February 17, 2013
SUNDAY FROM MY DESK
This week the announcement of the Pope resigning has stunned not only the Catholic Church, but all over the world. It has had a very positive impact on Italian television as well… finally they have stopped showing the hundreds of political interviews in advance of our elections, although here in London I am also spared! And I can enjoy the doors open in front of my desk for some fresh air and sunshine.
He used to say he didn’t like ruins. And truly his way of looking at cities was unique. He crisscrossed the globe finding the essence of the new urban landscapes from Milano, where his first photographs were taken, through Rome to Moscow; Rio and Beirut… roofs, walls, buildings, streets, arches. A lover of the cities in all their diversity. Here in the picture a Berlin Swimming pool.

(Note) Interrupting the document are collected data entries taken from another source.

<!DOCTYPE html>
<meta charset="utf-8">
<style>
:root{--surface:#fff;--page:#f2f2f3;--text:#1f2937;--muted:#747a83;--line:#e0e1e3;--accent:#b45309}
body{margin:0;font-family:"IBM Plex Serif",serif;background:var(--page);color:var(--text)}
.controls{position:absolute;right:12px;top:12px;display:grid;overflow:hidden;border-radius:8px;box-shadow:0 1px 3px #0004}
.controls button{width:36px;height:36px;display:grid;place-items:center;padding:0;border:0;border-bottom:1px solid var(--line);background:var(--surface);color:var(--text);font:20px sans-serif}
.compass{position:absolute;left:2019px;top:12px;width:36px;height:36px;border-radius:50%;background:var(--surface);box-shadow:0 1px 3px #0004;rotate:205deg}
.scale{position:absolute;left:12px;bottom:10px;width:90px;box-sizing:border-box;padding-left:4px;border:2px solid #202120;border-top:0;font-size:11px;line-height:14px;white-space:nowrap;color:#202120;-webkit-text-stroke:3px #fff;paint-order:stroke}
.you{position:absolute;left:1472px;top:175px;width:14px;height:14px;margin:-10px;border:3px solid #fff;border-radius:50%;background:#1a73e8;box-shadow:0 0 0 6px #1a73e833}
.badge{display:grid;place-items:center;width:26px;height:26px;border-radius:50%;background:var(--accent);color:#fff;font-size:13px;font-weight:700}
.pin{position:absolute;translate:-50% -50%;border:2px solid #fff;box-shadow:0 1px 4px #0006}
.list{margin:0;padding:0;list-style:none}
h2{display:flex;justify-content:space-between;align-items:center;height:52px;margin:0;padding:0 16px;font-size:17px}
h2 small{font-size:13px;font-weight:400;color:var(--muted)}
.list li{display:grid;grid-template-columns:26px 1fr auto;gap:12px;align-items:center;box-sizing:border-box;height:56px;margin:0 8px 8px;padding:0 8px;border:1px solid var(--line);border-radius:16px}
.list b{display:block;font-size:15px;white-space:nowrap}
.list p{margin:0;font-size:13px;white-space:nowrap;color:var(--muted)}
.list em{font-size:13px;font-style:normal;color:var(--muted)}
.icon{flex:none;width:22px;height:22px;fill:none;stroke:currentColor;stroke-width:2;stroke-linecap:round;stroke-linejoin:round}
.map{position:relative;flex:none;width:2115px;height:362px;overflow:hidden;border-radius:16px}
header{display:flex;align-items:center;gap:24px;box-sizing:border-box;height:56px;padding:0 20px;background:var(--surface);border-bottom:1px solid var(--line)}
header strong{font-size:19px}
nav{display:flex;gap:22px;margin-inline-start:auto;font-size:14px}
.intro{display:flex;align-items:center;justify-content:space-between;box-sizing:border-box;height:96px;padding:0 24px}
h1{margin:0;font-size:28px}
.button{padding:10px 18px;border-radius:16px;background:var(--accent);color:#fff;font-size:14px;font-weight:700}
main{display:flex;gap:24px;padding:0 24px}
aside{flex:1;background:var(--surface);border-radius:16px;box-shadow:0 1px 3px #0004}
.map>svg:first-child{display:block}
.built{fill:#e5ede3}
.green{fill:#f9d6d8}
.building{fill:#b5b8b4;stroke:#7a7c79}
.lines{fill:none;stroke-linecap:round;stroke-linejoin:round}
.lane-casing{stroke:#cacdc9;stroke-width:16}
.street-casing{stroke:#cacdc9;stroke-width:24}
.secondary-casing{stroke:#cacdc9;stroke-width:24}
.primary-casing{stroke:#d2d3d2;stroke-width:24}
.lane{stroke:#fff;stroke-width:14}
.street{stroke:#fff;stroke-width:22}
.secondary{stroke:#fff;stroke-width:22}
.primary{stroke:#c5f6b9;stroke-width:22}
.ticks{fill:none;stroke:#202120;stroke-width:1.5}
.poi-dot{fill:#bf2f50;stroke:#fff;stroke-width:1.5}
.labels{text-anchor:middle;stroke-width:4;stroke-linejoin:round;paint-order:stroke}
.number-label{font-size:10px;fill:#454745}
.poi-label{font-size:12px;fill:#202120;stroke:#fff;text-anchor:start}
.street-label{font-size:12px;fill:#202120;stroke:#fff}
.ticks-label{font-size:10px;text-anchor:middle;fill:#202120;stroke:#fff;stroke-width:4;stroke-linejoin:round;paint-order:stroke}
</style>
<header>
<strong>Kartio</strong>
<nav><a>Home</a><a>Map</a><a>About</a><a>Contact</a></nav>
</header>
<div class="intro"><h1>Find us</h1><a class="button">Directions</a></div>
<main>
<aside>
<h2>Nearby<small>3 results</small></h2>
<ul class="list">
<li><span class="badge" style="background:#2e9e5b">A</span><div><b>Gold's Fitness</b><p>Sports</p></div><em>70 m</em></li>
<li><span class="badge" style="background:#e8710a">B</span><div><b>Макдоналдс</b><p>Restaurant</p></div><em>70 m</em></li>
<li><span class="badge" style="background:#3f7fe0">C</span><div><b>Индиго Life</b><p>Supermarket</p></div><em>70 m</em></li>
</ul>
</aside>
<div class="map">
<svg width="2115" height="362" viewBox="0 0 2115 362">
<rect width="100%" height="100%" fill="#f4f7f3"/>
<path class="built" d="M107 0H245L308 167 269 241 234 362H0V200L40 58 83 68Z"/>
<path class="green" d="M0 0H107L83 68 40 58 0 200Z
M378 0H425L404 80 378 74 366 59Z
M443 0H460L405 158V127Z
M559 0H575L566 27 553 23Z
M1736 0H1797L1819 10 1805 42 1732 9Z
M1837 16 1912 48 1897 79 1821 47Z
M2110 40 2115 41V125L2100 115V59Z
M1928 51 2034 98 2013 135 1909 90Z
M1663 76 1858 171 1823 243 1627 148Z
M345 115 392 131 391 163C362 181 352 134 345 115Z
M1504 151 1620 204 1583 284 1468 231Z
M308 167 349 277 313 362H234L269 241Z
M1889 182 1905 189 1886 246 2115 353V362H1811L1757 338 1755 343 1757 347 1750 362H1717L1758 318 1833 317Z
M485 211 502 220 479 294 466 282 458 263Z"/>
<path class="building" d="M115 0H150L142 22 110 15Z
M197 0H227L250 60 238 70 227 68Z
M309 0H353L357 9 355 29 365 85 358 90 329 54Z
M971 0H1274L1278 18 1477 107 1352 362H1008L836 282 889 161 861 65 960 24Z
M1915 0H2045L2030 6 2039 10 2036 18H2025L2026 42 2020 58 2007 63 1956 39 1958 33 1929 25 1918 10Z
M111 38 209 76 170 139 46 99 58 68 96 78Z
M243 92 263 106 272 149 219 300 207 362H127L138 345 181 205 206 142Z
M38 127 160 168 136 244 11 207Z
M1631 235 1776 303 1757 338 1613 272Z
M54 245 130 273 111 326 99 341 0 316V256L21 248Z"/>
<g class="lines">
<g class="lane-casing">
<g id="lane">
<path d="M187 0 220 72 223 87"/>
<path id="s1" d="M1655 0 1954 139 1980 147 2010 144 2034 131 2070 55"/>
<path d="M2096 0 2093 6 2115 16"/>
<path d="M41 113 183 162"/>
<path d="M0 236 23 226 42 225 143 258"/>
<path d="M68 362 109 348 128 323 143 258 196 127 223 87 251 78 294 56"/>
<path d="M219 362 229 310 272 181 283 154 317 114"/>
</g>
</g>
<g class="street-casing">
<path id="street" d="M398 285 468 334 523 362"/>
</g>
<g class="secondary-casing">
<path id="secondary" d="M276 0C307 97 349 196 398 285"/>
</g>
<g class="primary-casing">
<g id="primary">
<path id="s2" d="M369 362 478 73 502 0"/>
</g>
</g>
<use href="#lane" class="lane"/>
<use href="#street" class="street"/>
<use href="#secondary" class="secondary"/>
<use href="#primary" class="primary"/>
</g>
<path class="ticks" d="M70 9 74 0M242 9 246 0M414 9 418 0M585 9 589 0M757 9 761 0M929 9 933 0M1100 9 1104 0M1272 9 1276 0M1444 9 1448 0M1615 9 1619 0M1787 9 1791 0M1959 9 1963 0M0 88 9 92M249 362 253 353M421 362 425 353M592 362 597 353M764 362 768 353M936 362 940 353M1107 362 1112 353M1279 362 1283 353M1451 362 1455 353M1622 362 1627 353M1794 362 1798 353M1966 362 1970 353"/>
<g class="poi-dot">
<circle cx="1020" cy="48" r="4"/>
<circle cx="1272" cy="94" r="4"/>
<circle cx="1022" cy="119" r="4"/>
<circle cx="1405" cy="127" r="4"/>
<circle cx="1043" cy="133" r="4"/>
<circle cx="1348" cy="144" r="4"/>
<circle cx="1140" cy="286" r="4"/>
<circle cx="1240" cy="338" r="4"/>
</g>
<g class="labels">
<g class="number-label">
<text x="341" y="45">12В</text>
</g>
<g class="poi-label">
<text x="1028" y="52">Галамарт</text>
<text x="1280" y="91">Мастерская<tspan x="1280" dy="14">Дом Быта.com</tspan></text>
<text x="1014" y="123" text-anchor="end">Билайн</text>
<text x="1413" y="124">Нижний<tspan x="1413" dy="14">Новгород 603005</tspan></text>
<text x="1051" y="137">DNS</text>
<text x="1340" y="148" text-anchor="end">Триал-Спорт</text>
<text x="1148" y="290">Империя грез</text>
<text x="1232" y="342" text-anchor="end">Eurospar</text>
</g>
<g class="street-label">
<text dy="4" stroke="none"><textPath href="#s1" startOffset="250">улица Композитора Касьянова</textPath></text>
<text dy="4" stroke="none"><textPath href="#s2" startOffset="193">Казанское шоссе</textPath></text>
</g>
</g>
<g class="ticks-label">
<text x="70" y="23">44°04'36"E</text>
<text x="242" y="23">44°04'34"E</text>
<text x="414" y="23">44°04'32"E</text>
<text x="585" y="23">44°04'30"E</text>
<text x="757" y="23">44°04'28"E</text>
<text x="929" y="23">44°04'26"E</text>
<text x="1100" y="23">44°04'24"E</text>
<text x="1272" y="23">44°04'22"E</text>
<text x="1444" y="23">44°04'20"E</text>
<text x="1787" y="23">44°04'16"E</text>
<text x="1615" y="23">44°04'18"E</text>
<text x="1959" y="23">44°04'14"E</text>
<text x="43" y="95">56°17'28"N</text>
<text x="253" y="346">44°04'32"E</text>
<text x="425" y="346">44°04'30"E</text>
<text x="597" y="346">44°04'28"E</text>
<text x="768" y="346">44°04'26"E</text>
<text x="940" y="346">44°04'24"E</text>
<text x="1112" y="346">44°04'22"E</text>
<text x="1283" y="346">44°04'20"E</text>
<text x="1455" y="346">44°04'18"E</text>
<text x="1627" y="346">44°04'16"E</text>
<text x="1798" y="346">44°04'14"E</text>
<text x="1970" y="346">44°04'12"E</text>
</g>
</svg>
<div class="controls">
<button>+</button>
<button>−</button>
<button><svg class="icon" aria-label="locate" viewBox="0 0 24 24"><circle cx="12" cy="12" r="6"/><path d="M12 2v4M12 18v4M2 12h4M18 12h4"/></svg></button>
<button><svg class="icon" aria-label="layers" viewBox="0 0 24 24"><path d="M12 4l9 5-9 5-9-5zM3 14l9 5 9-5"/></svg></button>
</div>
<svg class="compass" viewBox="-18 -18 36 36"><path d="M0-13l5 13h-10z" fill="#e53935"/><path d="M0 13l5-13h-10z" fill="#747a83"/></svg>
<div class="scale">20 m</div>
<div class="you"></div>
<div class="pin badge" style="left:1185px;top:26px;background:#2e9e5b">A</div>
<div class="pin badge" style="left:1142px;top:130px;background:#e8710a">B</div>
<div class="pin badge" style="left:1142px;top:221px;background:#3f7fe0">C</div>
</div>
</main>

Alfa was the first “important” photographer I worked with, when I took my first steps into fashion, in 1968. We shared so many moments and emotions, as far as Africa, as close as around the corner. His culture was boundless. Always surrounded by his books, he would tell me stories behind stories, and teach me how to see his way. Since he passed away, I have always wanted to show
his work at the Gallery, and finally, because of the great archival work
done by his son Paolo, this is now possible. A wonderful show to see,
and a great catalogue to remember him has also been published. Thank you Alfa.
Alfa would often recall his first fashion shot. It was of a Land Rover in Florence in front of the Palazzo Strozzi, where all the fashion shows and events were held at the time.
He used to say it was Mirella Petteni on the Land Rover. Only she can say! Is it her?
The culture and humour of both of them is emblematic in this picture, where the contrast of the two worlds- fashion and street- meet in the Alfa Castaldi portrait of Anna Piaggi, all dressed up in front of a crashed car in London.
Stefano Boeri has announced this week the formation of the Association Anna Piaggi (a shot of her exhibition at Albert and Victoria Museum) as the starting point for the future Museum of Fashion, here in Milano.
We all have been dreaming of this for years. Grazie Mr. Boeri. Thank you for keeping your eye as much on the future of Milano, as the past.
Another great step for Milano would be to add a fashion school to the Museum of Fashion. A school not so much to explain creativity, but to teach the traditions of craftsmanship. To master the skills and encourage the artisan tradition for which Italy is praised all over the world in knitwear and well crafted leather shoes.
The London College of Fashion has a Cordwainer’s Department to teach shoe making. The name descends from Cordoba Spain, where leatherwork has always been prized.
Who is going to wear the red shoes next? It has been a tradition that the Pope wear red shoes since ancient Rome. During the Byzantine Empire only three people were allowed to wear red shoes during official events – The Emperor, The Empress, and The Pope. Benedict’s red shoes are made by Adriano Stefanelli, an artisan from Novara. He was the cordwainer also for Pope John Paul II.
Over 600 years ago, Celestino V resigned to bring peace to the Church, much as Benedict is resigning to bring new energy to the Church. It took two years then to find a new Pope, but today with the amazing times we are living in, and all the Cardinals emailing and texting each other, it should be less than a month for the decision.